DESCRIPTION OF THE TASK: Scan the lines below for "markers" and copy the matches.

LISTED RECORDS:
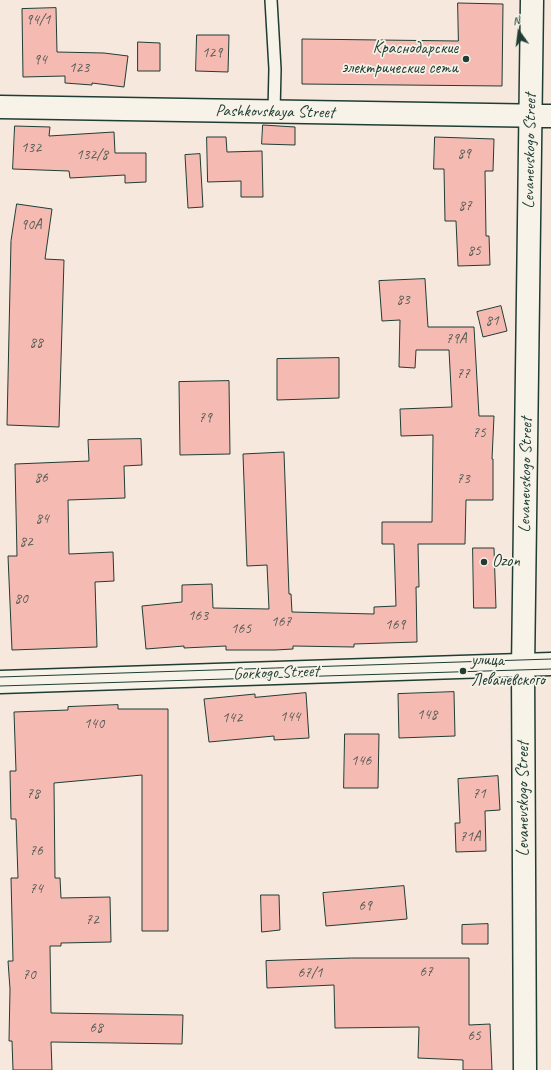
<!DOCTYPE html>
<meta charset="utf-8">
<style>
body{margin:0}
#map{position:relative;width:551px;height:1070px;overflow:hidden;background:#f7e8dd;font-family:Caveat,sans-serif}
canvas{display:block}
.north{position:absolute;left:499px;top:12px;width:40px;height:40px;-webkit-text-stroke:3px #f7f3e8;paint-order:stroke;rotate:346deg;font-size:11px;font-weight:700;line-height:16px;text-align:center;color:#1f3d34}
.north::after{content:'';display:block;margin:auto;width:14px;height:18px;background:#1f3d34;clip-path:polygon(50% 0,100% 100%,50% 72%,0 100%)}
</style>
<div id="map">
<canvas width="551" height="1070"></canvas>
<div class="north">N</div>
</div>
<script>
const context = document.querySelector('canvas').getContext('2d');
context.lineJoin = 'round';
function fill(path, color) { context.fillStyle = color; context.fill(path, 'evenodd'); }
function stroke(path, color, width, dash) { context.strokeStyle = color; context.lineWidth = width; context.lineCap = dash ? 'butt' : 'round'; context.setLineDash(dash || []); context.stroke(path); }
function drawText(font, color, halo, rows, align = 'center') {
  context.font = font + ' Caveat,sans-serif'; context.lineWidth = 3.5; context.setLineDash([]); context.textBaseline = 'middle'; context.strokeStyle = halo; context.fillStyle = color; for (const [text, x, y, turn = 0] of rows) {
    context.save(); context.translate(x, y); context.rotate((+turn || 0) * Math.PI / 180); context.textAlign = isNaN(turn) ? turn : align; if (halo) context.strokeText(text, 0, 0); context.fillText(text, 0, 0); context.restore();
  }
}
const building = new Path2D(`
 M 458,3 L 503,4 L 502,86 L 302,84 L 302,39 L 458,41 Z
 M 56,8 L 57,52 L 104,53 L 128,56 L 124,87 L 92,83 L 92,85 L 65,83 L 65,76 L 23,77 L 22,9 Z
 M 197,35 L 229,35 L 228,72 L 196,71 Z
 M 138,42 L 160,43 L 160,71 L 138,71 Z
 M 263,125 L 295,127 L 295,145 L 262,144 Z
 M 15,126 L 50,127 L 49,136 L 114,132 L 115,153 L 146,153 L 146,182 L 125,183 L 125,175 L 70,178 L 69,171 L 13,169 Z
 M 207,137 L 226,137 L 227,152 L 262,151 L 263,197 L 241,197 L 241,181 L 208,182 Z
 M 435,137 L 494,139 L 493,171 L 485,171 L 486,236 L 489,236 L 490,265 L 458,266 L 456,221 L 445,221 L 444,169 L 434,169 Z
 M 200,154 L 203,207 L 188,208 L 185,155 Z
 M 17,204 L 52,209 L 45,259 L 64,260 L 59,427 L 7,425 L 11,241 Z
 M 425,279 L 428,327 L 474,327 L 479,416 L 494,416 L 492,459 L 493,459 L 493,500 L 466,500 L 465,544 L 418,544 L 419,587 L 416,587 L 417,642 L 354,644 L 354,647 L 293,646 L 293,649 L 275,650 L 226,650 L 226,646 L 184,648 L 184,646 L 146,649 L 142,606 L 182,602 L 182,585 L 212,584 L 213,608 L 269,609 L 267,565 L 247,566 L 243,454 L 284,452 L 289,594 L 291,594 L 292,612 L 374,614 L 374,607 L 396,606 L 394,544 L 382,544 L 382,522 L 432,522 L 433,435 L 401,436 L 400,409 L 452,407 L 449,350 L 416,350 L 415,368 L 399,367 L 400,320 L 382,321 L 379,281 Z
 M 501,306 L 507,331 L 483,337 L 477,312 Z
 M 339,358 L 339,398 L 277,400 L 277,359 Z
 M 229,381 L 230,454 L 180,455 L 179,382 Z
 M 141,439 L 142,465 L 124,466 L 125,498 L 68,500 L 69,554 L 113,552 L 114,581 L 95,582 L 97,647 L 12,650 L 8,556 L 17,556 L 15,464 L 89,461 L 88,440 Z
 M 473,548 L 494,548 L 496,608 L 474,608 Z
 M 454,692 L 455,736 L 399,738 L 398,694 Z
 M 306,693 L 309,738 L 274,740 L 274,736 L 209,742 L 204,699 L 255,694 L 255,697 Z
 M 118,705 L 118,709 L 168,709 L 168,931 L 142,931 L 142,775 L 54,783 L 55,878 L 60,878 L 61,898 L 110,897 L 111,942 L 61,943 L 61,946 L 50,946 L 51,1013 L 183,1015 L 182,1044 L 51,1042 L 52,1070 L 13,1070 L 12,1041 L 9,1041 L 10,989 L 8,961 L 13,961 L 11,878 L 18,878 L 16,819 L 11,819 L 10,771 L 16,771 L 14,712 L 68,710 L 68,707 Z
 M 345,734 L 379,734 L 378,788 L 344,788 Z
 M 498,776 L 500,810 L 485,811 L 486,851 L 456,852 L 455,823 L 460,823 L 458,779 Z
 M 404,886 L 407,919 L 326,926 L 323,893 Z
 M 261,895 L 279,895 L 280,930 L 262,932 Z
 M 488,924 L 488,944 L 462,944 L 462,925 Z
 M 352,958 L 469,958 L 469,1025 L 490,1024 L 492,1070 L 463,1070 L 463,1060 L 418,1058 L 419,1027 L 335,1028 L 334,985 L 267,988 L 266,961 Z`);
const service = new Path2D(`
 M 271,0 L 275,69 L 274,112`);
const minor = new Path2D(`
 M 0,682 L 551,664`);
const tertiary = new Path2D(`
 M 0,107 L 551,116
 M 525,1070 L 523,669 L 532,0`);
const tram = new Path2D(`
 M 0,677 L 551,659
 M 0,686 L 551,669`);
const markers = [
 [466,59,4,"#1f3d34"],
 [484,562,4,"#1f3d34"],
 [463,671,4,"#1f3d34"]
];
const numberNames = [
 ["94/1",38,20],
 ["129",212,53],
 ["94",40,60],
 ["123",79,68],
 ["132",31,148],
 ["89",464,154],
 ["132/8",92,155],
 ["87",465,206],
 ["90А",31,225],
 ["85",474,251],
 ["83",403,300],
 ["81",492,321],
 ["79А",456,339],
 ["88",36,343],
 ["77",463,374],
 ["79",205,418],
 ["75",479,433],
 ["86",41,478],
 ["73",463,479],
 ["84",42,519],
 ["82",26,542],
 ["80",21,599],
 ["163",198,616],
 ["167",281,622],
 ["169",395,625],
 ["165",241,629],
 ["148",427,715],
 ["144",290,717],
 ["142",232,718],
 ["140",94,724],
 ["146",361,761],
 ["78",33,794],
 ["71",479,794],
 ["71А",470,837],
 ["76",36,851],
 ["74",36,889],
 ["69",365,906],
 ["72",92,920],
 ["67",426,972],
 ["67/1",310,973],
 ["70",29,975],
 ["68",96,1028],
 ["65",474,1036]
];
const poiNames = [
 ["Краснодарские",458,49,"right"],
 ["электрические сети",458,69,"right"],
 ["Ozon",492,562],
 ["улица",471,661],
 ["Леваневского",471,681]
];
const streetNames = [
 ["Pashkovskaya Street",275,112,1],
 ["Levanevskogo Street",530,151,-89],
 ["Levanevskogo Street",526,475,-89],
 ["Gorkogo Street",276,673,-2],
 ["Levanevskogo Street",524,799,-90]
];
fill(building, '#f5bab2');
stroke(building, '#1f3d34', 1);
stroke(service, '#1f3d34', 14);
stroke(minor, '#1f3d34', 25);
stroke(tertiary, '#1f3d34', 25);
stroke(service, '#f7f3e8', 11);
stroke(minor, '#f7f3e8', 22);
stroke(tertiary, '#f7f3e8', 22);
stroke(tram, '#1f3d34', 1);
for (const [x, y, r, color] of markers) { const dot = new Path2D(); dot.arc(x, y, r, 0, 2 * Math.PI); context.fillStyle = color; context.fill(dot); stroke(dot, '#f7f3e8', 1.5); }
drawText('15px', '#545c54', null, numberNames);
drawText('17px', '#1f3d34', '#f7f3e8', poiNames, 'left');
drawText('17px', '#1f3d34', '#f7f3e8', streetNames);
</script>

EXPECTED OUTPUT:
const markers = [
for (const [x, y, r, color] of markers) { const dot = new Path2D(); dot.arc(x, y, r, 0, 2 * Math.PI); context.fillStyle = color; context.fill(dot); stroke(dot, '#f7f3e8', 1.5); }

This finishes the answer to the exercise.